Python strings come with a host of handy built-in methods. Let us begin by taking a look at some of these methods for Strings using the dir() function; in the following list, the ones without the leading/trailing double underscores are callable methods.
[user@codingbison]$ python3 Python 3.2.3 (default, Jun 8 2012, 05:40:06) [GCC 4.6.3 20120306 (Red Hat 4.6.3-2)] on linux2 Type "help", "copyright", "credits" or "license" for more information. >>> >>> varStr = "" >>> >>> dir(varStr) ['__add__', '__class__', '__contains__', '__delattr__', '__doc__', '__eq__', '__format__', '__ge__', '__getattribute__', '__getitem__', '__getnewargs__', '__gt__', '__hash__', '__init__', '__iter__', '__le__', '__len__', '__lt__', '__mod__', '__mul__', '__ne__', '__new__', '__reduce__', '__reduce_ex__', '__repr__', '__rmod__', '__rmul__', '__setattr__', '__sizeof__', '__str__', '__subclasshook__', 'capitalize', 'center', 'count', 'encode', 'endswith', 'expandtabs', 'find', 'format', 'format_map', 'index', 'isalnum', 'isalpha', 'isdecimal', 'isdigit', 'isidentifier', 'islower', 'isnumeric', 'isprintable', 'isspace', 'istitle', 'isupper', 'join', 'ljust', 'lower', 'lstrip', 'maketrans', 'partition', 'replace', 'rfind', 'rindex', 'rjust', 'rpartition', 'rsplit', 'rstrip', 'split', 'splitlines', 'startswith', 'strip', 'swapcase', 'title', 'translate', 'upper', 'zfill'] >>>
For the sake of readability, we categorize above methods into four sets: search-related methods, format-related methods, split/join method, and string-type verification methods.
In this section we focus on the following search methods: find()/rfind(), index()/rindex(), startswith()/endswith(), and count().
Method find(str, i1, i2) returns the first occurrence of the substring "str" in a given string, starting from index i1 and ending at index i2; arguments i1 and i2 are optional -- if we do not specify them, then find() returns the first occurrence of the substring.
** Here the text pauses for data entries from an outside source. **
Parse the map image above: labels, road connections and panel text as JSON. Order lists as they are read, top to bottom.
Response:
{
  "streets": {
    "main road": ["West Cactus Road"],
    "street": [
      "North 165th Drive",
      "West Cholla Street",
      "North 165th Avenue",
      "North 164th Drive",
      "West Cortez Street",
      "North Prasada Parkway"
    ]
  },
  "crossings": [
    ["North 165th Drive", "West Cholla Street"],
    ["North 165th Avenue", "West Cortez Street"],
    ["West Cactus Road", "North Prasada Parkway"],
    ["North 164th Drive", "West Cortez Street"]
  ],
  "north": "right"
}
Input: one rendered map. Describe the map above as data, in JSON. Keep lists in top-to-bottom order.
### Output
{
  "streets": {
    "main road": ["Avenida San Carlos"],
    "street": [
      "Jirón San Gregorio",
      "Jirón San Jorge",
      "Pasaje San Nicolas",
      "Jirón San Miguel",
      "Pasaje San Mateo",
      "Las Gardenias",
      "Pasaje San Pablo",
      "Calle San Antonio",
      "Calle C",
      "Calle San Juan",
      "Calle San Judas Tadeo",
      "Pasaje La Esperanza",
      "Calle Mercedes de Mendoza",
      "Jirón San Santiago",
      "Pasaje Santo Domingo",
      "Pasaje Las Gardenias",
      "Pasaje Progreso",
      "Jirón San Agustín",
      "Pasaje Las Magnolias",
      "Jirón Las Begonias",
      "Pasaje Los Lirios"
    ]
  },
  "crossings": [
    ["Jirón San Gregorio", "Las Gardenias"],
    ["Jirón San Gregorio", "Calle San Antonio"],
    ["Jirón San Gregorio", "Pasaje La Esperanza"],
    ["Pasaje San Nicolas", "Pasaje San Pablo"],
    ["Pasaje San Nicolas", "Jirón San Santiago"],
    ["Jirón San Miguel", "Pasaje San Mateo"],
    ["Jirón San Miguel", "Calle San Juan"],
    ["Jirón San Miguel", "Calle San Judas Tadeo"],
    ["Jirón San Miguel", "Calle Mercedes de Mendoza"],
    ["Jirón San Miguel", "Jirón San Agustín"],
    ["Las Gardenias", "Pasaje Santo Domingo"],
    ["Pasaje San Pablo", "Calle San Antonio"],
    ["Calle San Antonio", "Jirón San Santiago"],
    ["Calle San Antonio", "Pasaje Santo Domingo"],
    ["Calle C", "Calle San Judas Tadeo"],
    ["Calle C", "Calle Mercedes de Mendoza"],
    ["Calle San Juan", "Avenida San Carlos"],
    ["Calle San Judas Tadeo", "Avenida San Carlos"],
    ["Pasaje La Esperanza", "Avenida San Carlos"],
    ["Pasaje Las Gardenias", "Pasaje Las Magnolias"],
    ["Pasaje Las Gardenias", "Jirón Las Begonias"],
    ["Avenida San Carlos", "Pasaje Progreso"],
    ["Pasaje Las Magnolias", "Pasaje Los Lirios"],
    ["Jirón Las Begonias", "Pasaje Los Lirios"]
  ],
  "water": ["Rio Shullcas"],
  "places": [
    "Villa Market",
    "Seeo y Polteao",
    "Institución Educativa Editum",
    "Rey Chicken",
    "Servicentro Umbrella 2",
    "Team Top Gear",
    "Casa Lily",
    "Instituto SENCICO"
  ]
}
Reverse find (rfind()), does the same thing but in an opposite manner. If the substring is not found, then both methods return -1.
>>> varString = "Polar bears are sometimes called sea bears" >>> print(len(varString)) 42 >>> >>> varString.find("bear") 6 >>> varString.find("bear", 7, 40) -1 >>> >>> varString.rfind("bear") 37 >>> varString.rfind("bear", 0, 11) 6 >>> >>> varString.find("black bear") -1 >>>
There is a boundary condition for these methods. If the substring starts at i1 but it lies (spreads) beyond i2, even then these methods will return -1.
>>> varString = "Polar bears are sometimes called sea bears" >>> >>> varString.find("bear", 5, 8) -1 >>> >>> varString.find("bear", 5, 10) 6 >>>
Methods index() and rindex() behave similar to that of find()/rfind() methods. However, if the passed substring does not exist, then index()/rindex() methods return a ValueError exception instead of -1. Therefore, we need to have a try/catch clause to handle it.
>>> varString = "Polar bears are sometimes called sea bears" >>> >>> varString.index("bear") 6 >>> varString.index("bear", 7, 41) 37 >>> varString.rindex("bear") 37 >>> varString.rindex("bear", 0, 11) 6 >>> >>> varString = "Polar bears are sometimes called sea bears" >>> >>> varString.index("black bear") Traceback (most recent call last): File "<stdin>", line 1, in <module> ValueError: substring not found >>> >>> try: ... varString.index("black bear") ... except ValueError: ... print("Could not find black bear") ... Could not find black bear >>>
Methods startswith() returns True if a given string starts with the passed substring. Likewise, method endswith() returns True if the given string ends with the passed substring. Like the earlier methods (find(), index() etc), these two methods also take two optional arguments. Thus, startswith(str, i1, i2) returns True if the substring "str" starts at index i1 and ends before index i2.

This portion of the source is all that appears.